With warm weather finally here, bringing more people outdoors, it is important to remember that many cases of skin cancer, including 90 percent of cases of melanoma—the most deadly form of the disease—could be avoided by reducing or eliminating exposure to ultraviolet (UV) radiation from the sun, sunlamps, sunbeds, and tanning booths. Despite this knowledge, skin cancer remains the most commonly diagnosed type of cancer in the United States, with nearly 5 million U.S. men and women treated for the disease each year.
To encourage sun safety awareness, remind people to protect their skin while outside, and help reduce rising rates of skin cancer from overexposure to UV radiation from the sun the National Council on Skin Cancer Prevention designates the Friday before Memorial Day as “Don’t Fry Day.”
Here, I discuss why we need initiatives like “Don’t Fry Day.” National initiatives are bolstered by research, and research presented at the recent AACR Annual Meeting 2016 opens the door to future advances in skin cancer prevention.
The Growing Burden of Skin Cancer
Worryingly, as we’ve highlighted previously on this blog, the incidence rate for melanoma has been rising in the United States for more than three decades. Moreover, if current trends continue, researchers at the Centers for Disease Control and Prevention (CDC) anticipate that the number of new U.S. melanoma cases diagnosed each year will rise dramatically in the coming decades, increasing from 65,647 in 2011 to 112,000 in 2030.
Fortunately, the same researchers also predict that nationwide implementation of a comprehensive, community-wide skin cancer prevention program, like the highly successful SunSmart program in Victoria, Australia, could prevent about 230,000 melanoma cases between 2020 and 2030.
The Surgeon General’s Call to Action to Prevent Skin Cancer in July 2014 outlined five strategic goals to promote skin cancer prevention in the United States through education, public policy, and research. Among the educational messages emphasized in the report is that everyone needs to adopt as many sun-safe habits as possible, including wearing a hat, sunglasses, and other protective clothing; seeking shade; and using a broad-spectrum sunscreen with a sun protection factor (SPF) of 15 or higher.

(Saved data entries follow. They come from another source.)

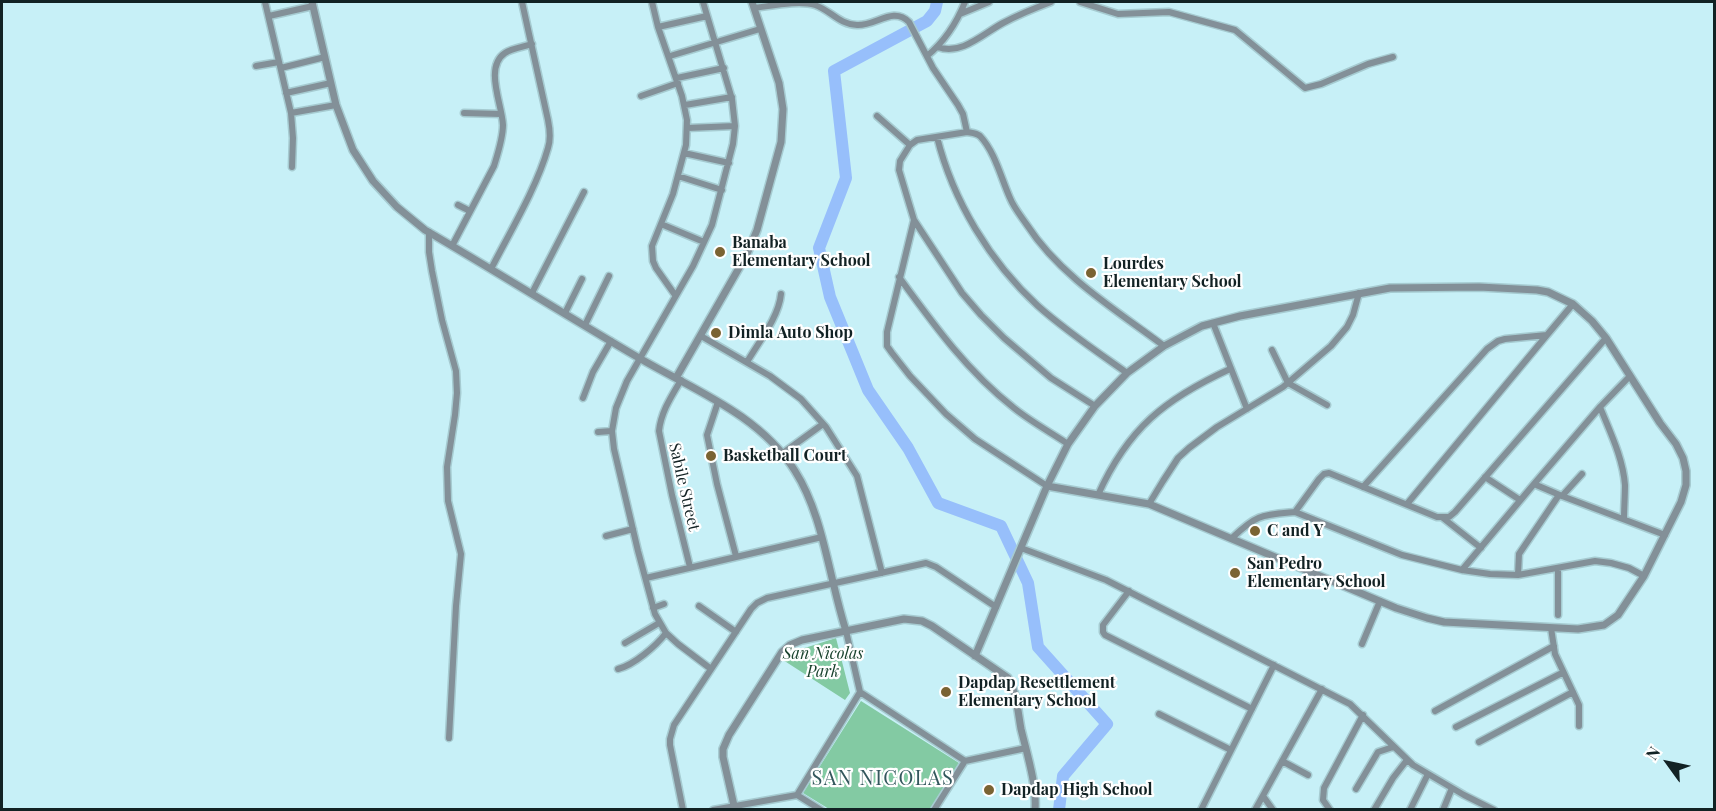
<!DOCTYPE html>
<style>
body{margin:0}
#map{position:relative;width:1716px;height:811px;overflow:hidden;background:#c7f0f7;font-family:"Playfair Display",serif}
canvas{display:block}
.frame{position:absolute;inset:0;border:3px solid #122224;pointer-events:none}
.north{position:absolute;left:1638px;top:733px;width:60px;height:60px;-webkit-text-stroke:4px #fff;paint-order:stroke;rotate:303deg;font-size:16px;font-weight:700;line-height:24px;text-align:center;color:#122224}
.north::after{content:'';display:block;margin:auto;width:21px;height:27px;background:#122224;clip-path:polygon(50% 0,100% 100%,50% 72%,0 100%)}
</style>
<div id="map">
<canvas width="1716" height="811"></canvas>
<div class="frame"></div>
<div class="north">N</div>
</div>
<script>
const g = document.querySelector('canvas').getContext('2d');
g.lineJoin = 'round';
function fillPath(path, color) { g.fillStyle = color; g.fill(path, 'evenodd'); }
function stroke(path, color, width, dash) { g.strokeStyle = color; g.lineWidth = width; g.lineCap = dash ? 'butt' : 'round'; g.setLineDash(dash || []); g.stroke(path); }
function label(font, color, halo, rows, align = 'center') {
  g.font = font + ' "Playfair Display",serif'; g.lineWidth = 4.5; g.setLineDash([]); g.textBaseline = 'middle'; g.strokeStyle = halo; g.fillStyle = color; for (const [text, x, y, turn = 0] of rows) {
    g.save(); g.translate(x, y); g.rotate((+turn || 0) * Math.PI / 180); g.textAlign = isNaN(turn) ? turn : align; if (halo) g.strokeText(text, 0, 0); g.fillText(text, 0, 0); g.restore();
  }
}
const green = new Path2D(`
 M836,638L850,693L845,700L783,660L789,653Z
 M861,701L959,763L930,809H829L803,793Z`);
const river = new Path2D(`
 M937,2L935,11L927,21L834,71L846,178L819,248L830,297L868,390L908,448L938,503L1001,526L1028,583L1038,647L1107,724L1063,776L1059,810`);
const minor = new Path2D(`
 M265,2L291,113L293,138L292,167
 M652,2L658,27L682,96L687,120L686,145L673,194L652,246L653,261L656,268L675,295
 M703,2L732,99L735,126L733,144L712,225L693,266L627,381L616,408L612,431L614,449L638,551L655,614L666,633L678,644L711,669
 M1080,2L1118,14L1169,12L1235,30L1305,88L1321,84L1368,64L1393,57
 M754,8C771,6 799,0 815,5C830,10 840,25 857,25C876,26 893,6 909,22L933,68L958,105L963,114L967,132C972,133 976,133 980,136C995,152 1001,178 1010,198C1014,208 1021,216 1027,225C1060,276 1116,310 1164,346
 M960,14L989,2
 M269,16L313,6
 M658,27L707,16
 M938,47C961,56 984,33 1003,23C1018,15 1035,8 1051,2
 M670,56L760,29
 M927,56C944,42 957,22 965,2
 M256,66L279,62
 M281,68L325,57
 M677,78L724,68
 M286,93L331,83
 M641,96L678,83
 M685,105L732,97
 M291,113L336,105
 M464,113L501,114
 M877,116L910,145
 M687,128L735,126
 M967,132L917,140L910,145L900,161L899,170L914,220L887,332V346L892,353L910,376L946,414L975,439L1047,486
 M937,137C953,201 990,262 1038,306C1066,331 1096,351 1127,373
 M684,153L729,163
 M678,176L722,190
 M458,205L470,211
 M914,220L962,293L981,315L1004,338L1051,378L1095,406
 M661,224L704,242
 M429,232V252L432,271L442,320L456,371L457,393L455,415L447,467L448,501L461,554L456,606L449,738
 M452,246L494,166C498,153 503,138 503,125C502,104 484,67 505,53C512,48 523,47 532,44
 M491,269C510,232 537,187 548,148C551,139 550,130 548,120L522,2
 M899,277C934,325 967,371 1014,408C1030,421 1050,432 1068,444
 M532,293L584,192
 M565,313L582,279
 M1213,323L1247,409
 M585,325L609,276
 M701,336L770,376L801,399L826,427L857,476L882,573
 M1272,350L1288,383L1327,405
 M747,362C758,343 779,317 781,294
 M681,380C671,397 661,412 659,431L672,495L690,567
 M583,398L593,372L611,341
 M718,402L707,435L717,484L736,556
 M1600,407L1630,376
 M598,432L612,431
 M783,453L823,424
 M1485,477L1520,500
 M1534,484L1600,407C1610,432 1623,458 1625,485C1625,496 1624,508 1624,519
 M1363,487L1487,349L1498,341L1505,339L1547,335L1573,304
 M1098,495C1128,428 1165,399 1230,369
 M1562,496L1582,474
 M1149,504L1163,481L1178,458L1189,448L1217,427L1283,387L1331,346L1347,327L1353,315L1359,293
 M1407,504L1547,335
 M1295,512L1402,555L1462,570L1490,574L1518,575L1595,561L1611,563L1629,568L1644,576
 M1443,518L1481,548
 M606,536L633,529
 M1232,538C1257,514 1262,515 1295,512L1319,479L1324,474L1329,473L1437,517H1449L1455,512L1606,338
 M1021,548L1106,580L1350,704L1413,765L1464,795L1494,810
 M1462,570L1534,484L1562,496L1665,535
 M1518,575L1519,554L1559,495
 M646,578L822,537
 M1129,591L1103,625V632L1105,635L1252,709
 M699,606L736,632
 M653,608L664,604
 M1558,615V568
 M1551,628L1555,654L1579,705V726
 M846,631L860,692
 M625,643L659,623
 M1362,644L1380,601
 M618,669C634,665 656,646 666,633
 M1435,711L1554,646
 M1159,714L1231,750
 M1456,727L1562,673
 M1479,742L1573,692
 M965,761L1026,748
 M1282,761L1308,775
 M1356,789L1378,752L1393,747
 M797,795L860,692L965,761L934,810
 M1263,796L1273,810
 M683,810L670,745V739L674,725L751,609L757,603L767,598L926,563L936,567L996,607
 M713,810L797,795L821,810
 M1201,810L1274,665
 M1255,810L1322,689
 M1330,810L1323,800L1324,788L1363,715
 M1374,810L1393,778L1407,760
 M1410,810L1428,774
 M1443,810L1452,788`);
const tertiary = new Path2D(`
 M312,2L336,105L353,150L373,181L397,207L425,230C497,272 567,316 639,358C694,390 760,415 795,471C816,504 824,545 833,582C837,599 841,615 846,631
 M676,378L747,254L757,230L781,142L783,109L779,83L752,2
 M975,656L1047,486L1068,444L1095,406L1127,373L1164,346L1202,326L1240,316L1390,288L1479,287L1537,290L1548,292L1573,304L1592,321L1606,338L1660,423L1676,444L1683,458L1686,471V485L1681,502L1644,576L1618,615L1604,625L1578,629L1444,622L1427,618L1396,608L1149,504L1047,486
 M735,810L723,757V749L729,735L782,652L790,645L802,640L904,619L922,621L932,626L1008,678C1017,693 1018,713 1021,729C1027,754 1037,785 1035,810`);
const markers = [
 [720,252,6,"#7a6333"],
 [1091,273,6,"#7a6333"],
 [716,333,6,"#7a6333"],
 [711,456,6,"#7a6333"],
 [1255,531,6,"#7a6333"],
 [1235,573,6,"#7a6333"],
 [946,692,6,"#7a6333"],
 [989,790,6,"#7a6333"]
];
const poiNames = [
 ["Banaba",732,243],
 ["Elementary School",732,261],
 ["Lourdes",1103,264],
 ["Elementary School",1103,282],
 ["Dimla Auto Shop",728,333],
 ["Basketball Court",723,456],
 ["C and Y",1267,531],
 ["San Pedro",1247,564],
 ["Elementary School",1247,582],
 ["Dapdap Resettlement",958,683],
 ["Elementary School",958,701],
 ["Dapdap High School",1001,790]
];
const streetNames = [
 ["Sabile Street",684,487,77]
];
const parkNames = [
 ["San Nicolas",823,654],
 ["Park",823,672]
];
const quarterNames = [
 ["SAN NICOLAS",883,779]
];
fillPath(green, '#83caa3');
stroke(river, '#97bffb', 12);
stroke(minor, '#a6cbd1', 9);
stroke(tertiary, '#a6cbd1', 10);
stroke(minor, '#839098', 6);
stroke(tertiary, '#839098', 7);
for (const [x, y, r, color] of markers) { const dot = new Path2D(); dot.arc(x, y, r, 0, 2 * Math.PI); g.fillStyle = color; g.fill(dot); stroke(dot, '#fff', 2); }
label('bold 16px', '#122224', '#fff', poiNames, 'left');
label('16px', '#122224', '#fff', streetNames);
label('italic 16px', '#18422d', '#fff', parkNames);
g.letterSpacing = '1.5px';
label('20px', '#33575d', '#fff', quarterNames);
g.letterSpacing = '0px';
</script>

Research Holds the Key to New Advances in Skin Cancer Prevention
Sunscreens are a central component of every organization’s sun-safety recommendations, including those put forth by the National Council on Skin Cancer Prevention, the CDC, and the Surgeon General. Sunscreens work by absorbing and/or reflecting UV radiation from the sun. Experts recommend broad-spectrum sunscreens because they have ingredients active against each of the two types of UV radiation that cause skin cancer—UVA and UVB.
However, the United States Environmental Protection Agency (EPA) warns that although using broad-spectrum sunscreen is an important part of skin cancer prevention, it cannot fully protect the skin from the damaging effects of UV radiation from the sun.
Therefore, in addition to identifying ways to increase use of current skin cancer prevention approaches, researchers are interested in improving the effectiveness of sunscreens and developing new, more effective approaches to skin cancer prevention.
Data presented at the recent AACR Annual Meeting 2016 in New Orleans, which showed that application of sun protection factor 30 (SPF30) sunscreen prior to exposure to UVB light delayed melanoma onset in a mouse model of the disease, suggest that researchers now have a mouse model to use to identify new, more effective melanoma-preventing agents.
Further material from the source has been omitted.